=== Saved data entries ===
<<<<

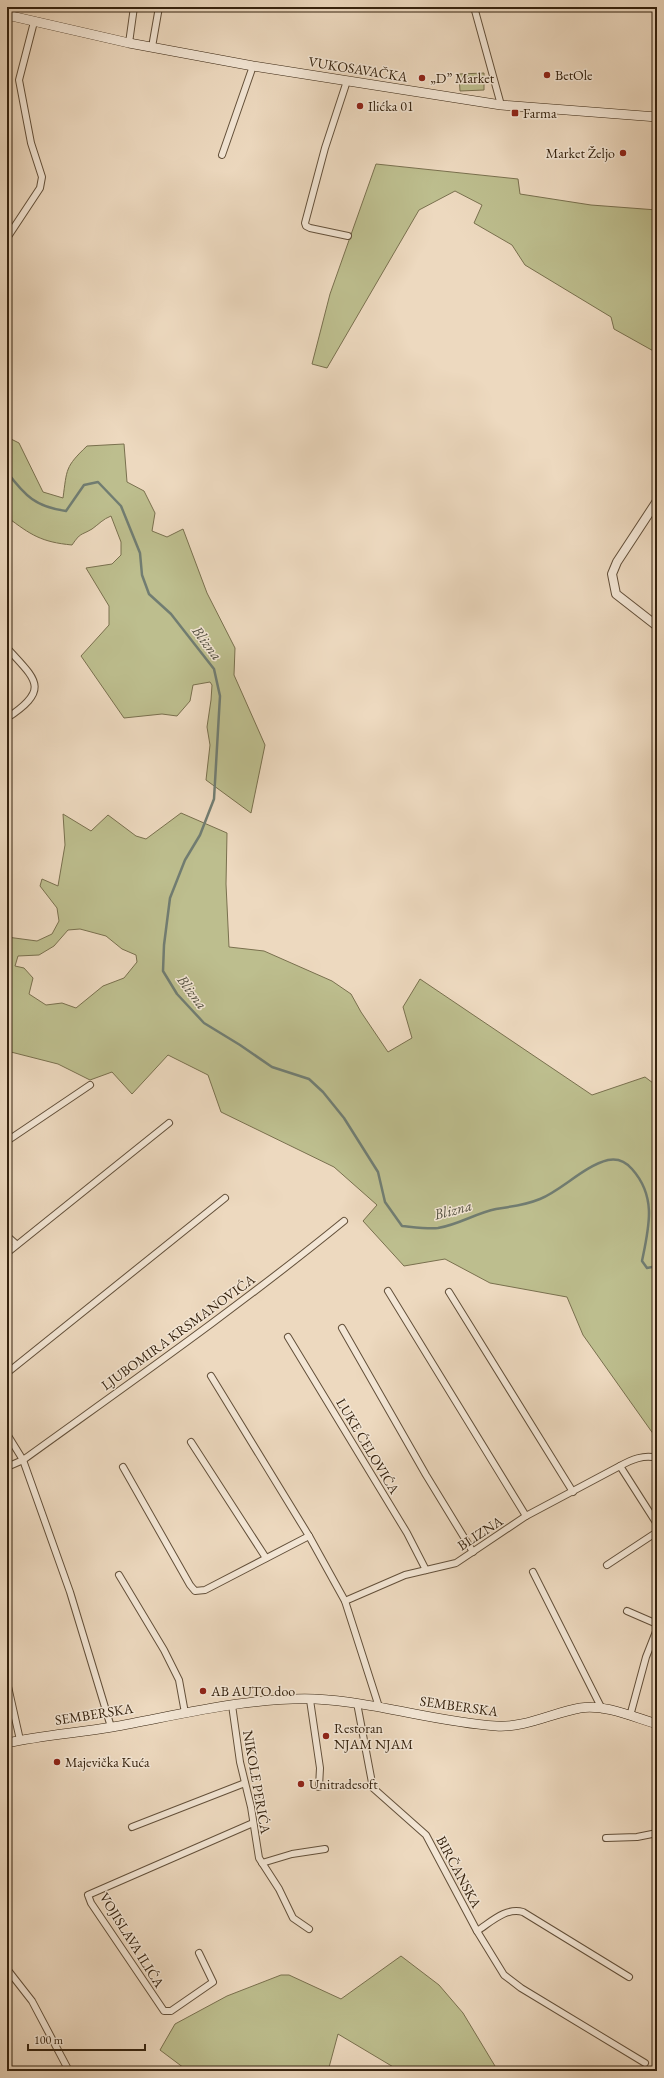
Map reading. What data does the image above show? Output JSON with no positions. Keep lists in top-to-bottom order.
{
  "streets": {
    "main road": ["VUKOSAVAČKA", "SEMBERSKA"],
    "street": [
      "LJUBOMIRA KRSMANOVIĆA",
      "LUKE ĆELOVIĆA",
      "BLIZNA",
      "NIKOLE PERIĆA",
      "BIRČANSKA",
      "VOJISLAVA ILIĆA"
    ]
  },
  "crossings": [
    ["LUKE ĆELOVIĆA", "BLIZNA"],
    ["SEMBERSKA", "NIKOLE PERIĆA"],
    ["SEMBERSKA", "BIRČANSKA"],
    ["NIKOLE PERIĆA", "VOJISLAVA ILIĆA"]
  ],
  "water": ["Blizna"],
  "places": {
    "other": [
      "BetOle",
      "„D” Market",
      "Ilićka 01",
      "Market Željo",
      "AB AUTO doo",
      "Restoran NJAM NJAM",
      "Majevička Kuća",
      "Unitradesoft"
    ],
    "transit": ["Farma"]
  },
  "scale_bar": "100 m"
}
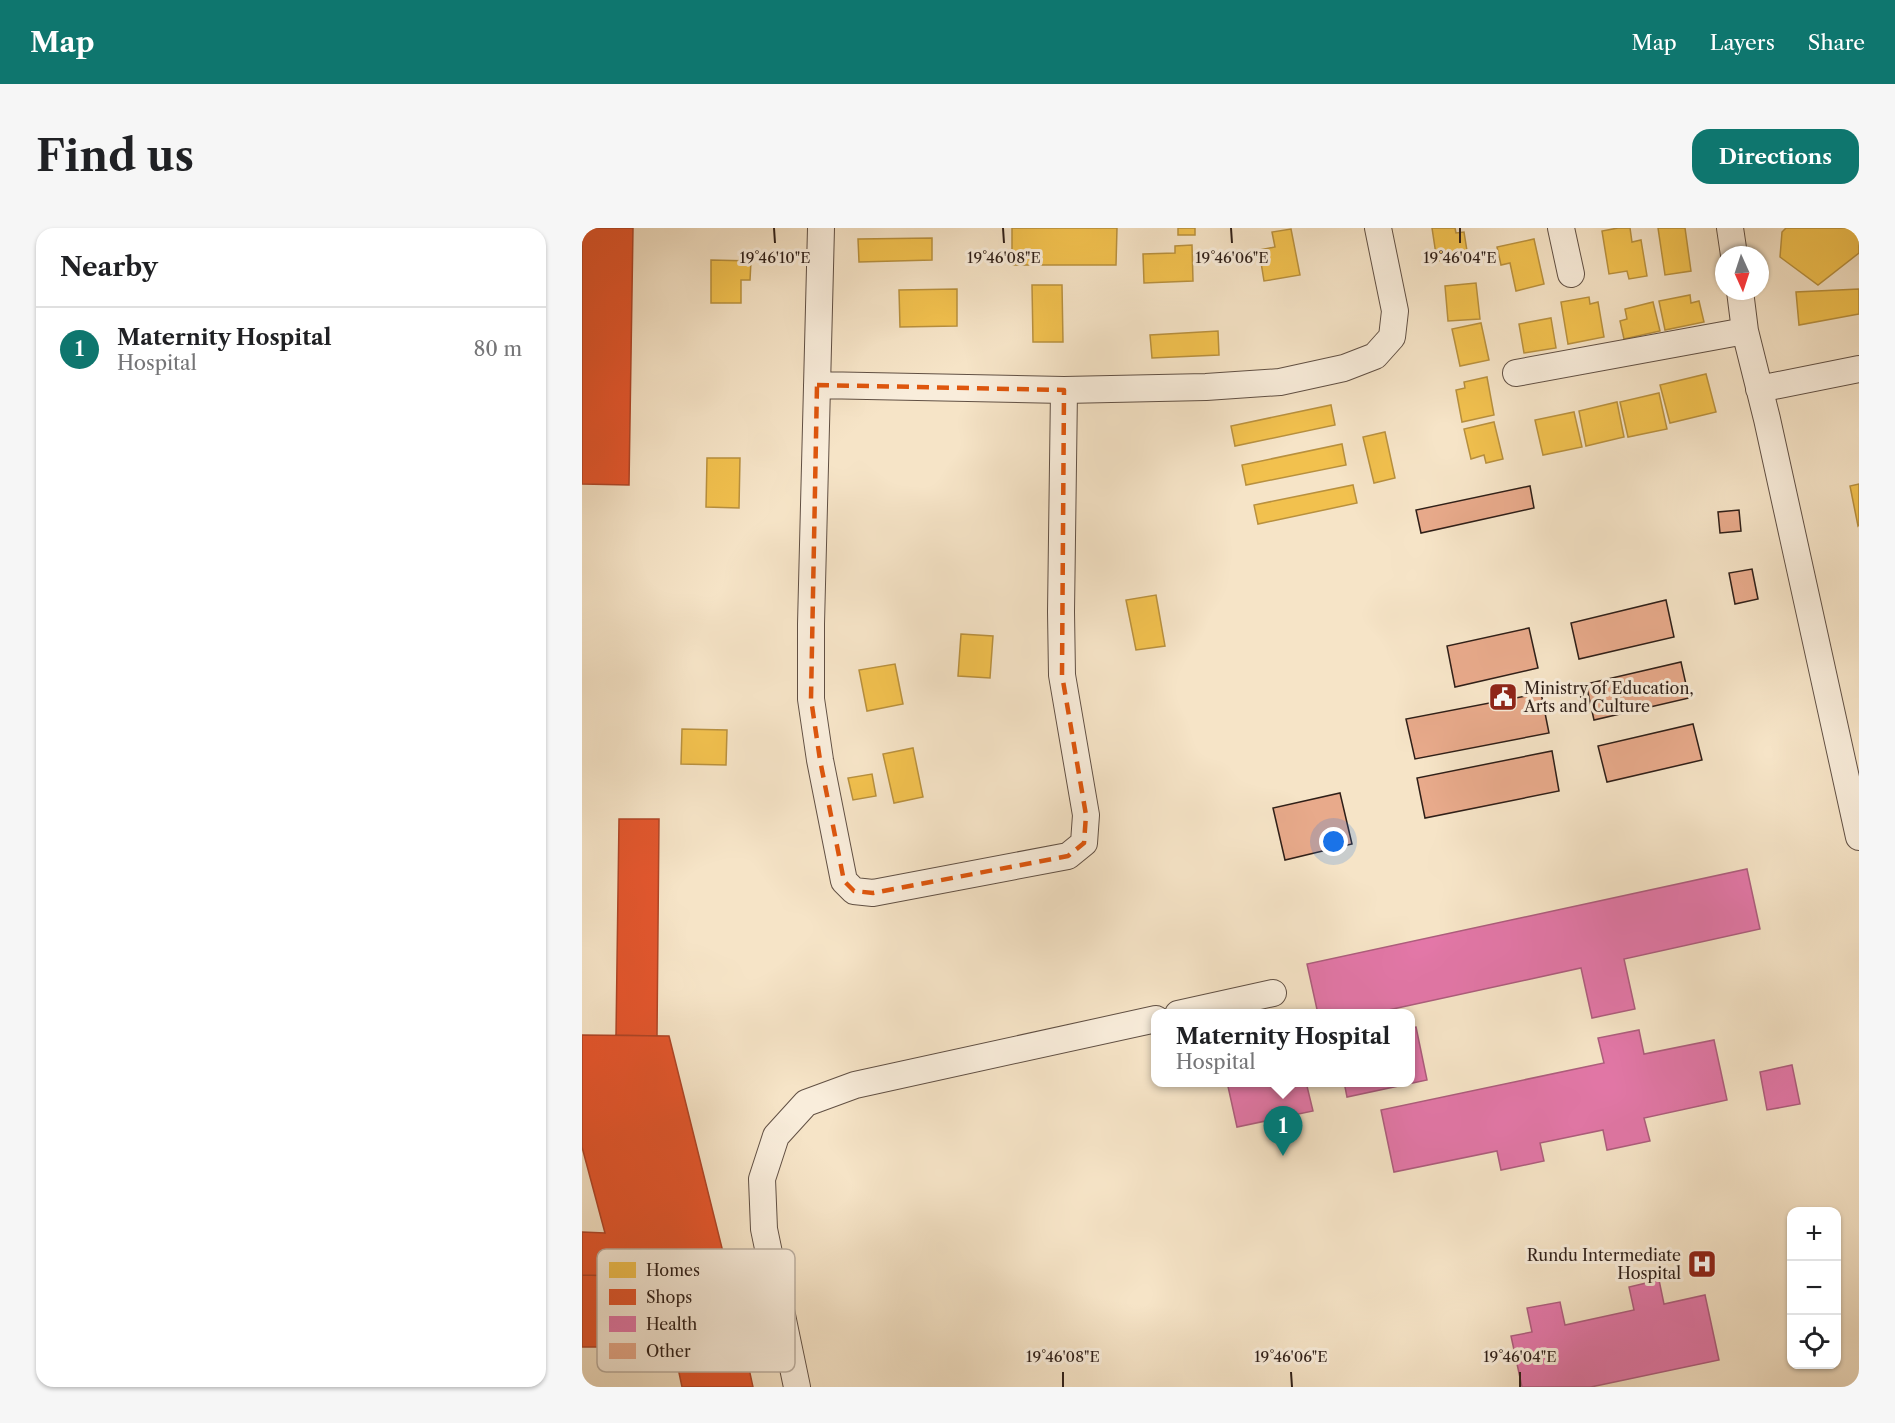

>>>>

=== YOUR GOAL ===
Every line above carrying the word "VOJISLAVA" needs to be shown.

=== ANSWER FOR THIS EXERCISE ===
      "VOJISLAVA ILIĆA"
    ["NIKOLE PERIĆA", "VOJISLAVA ILIĆA"]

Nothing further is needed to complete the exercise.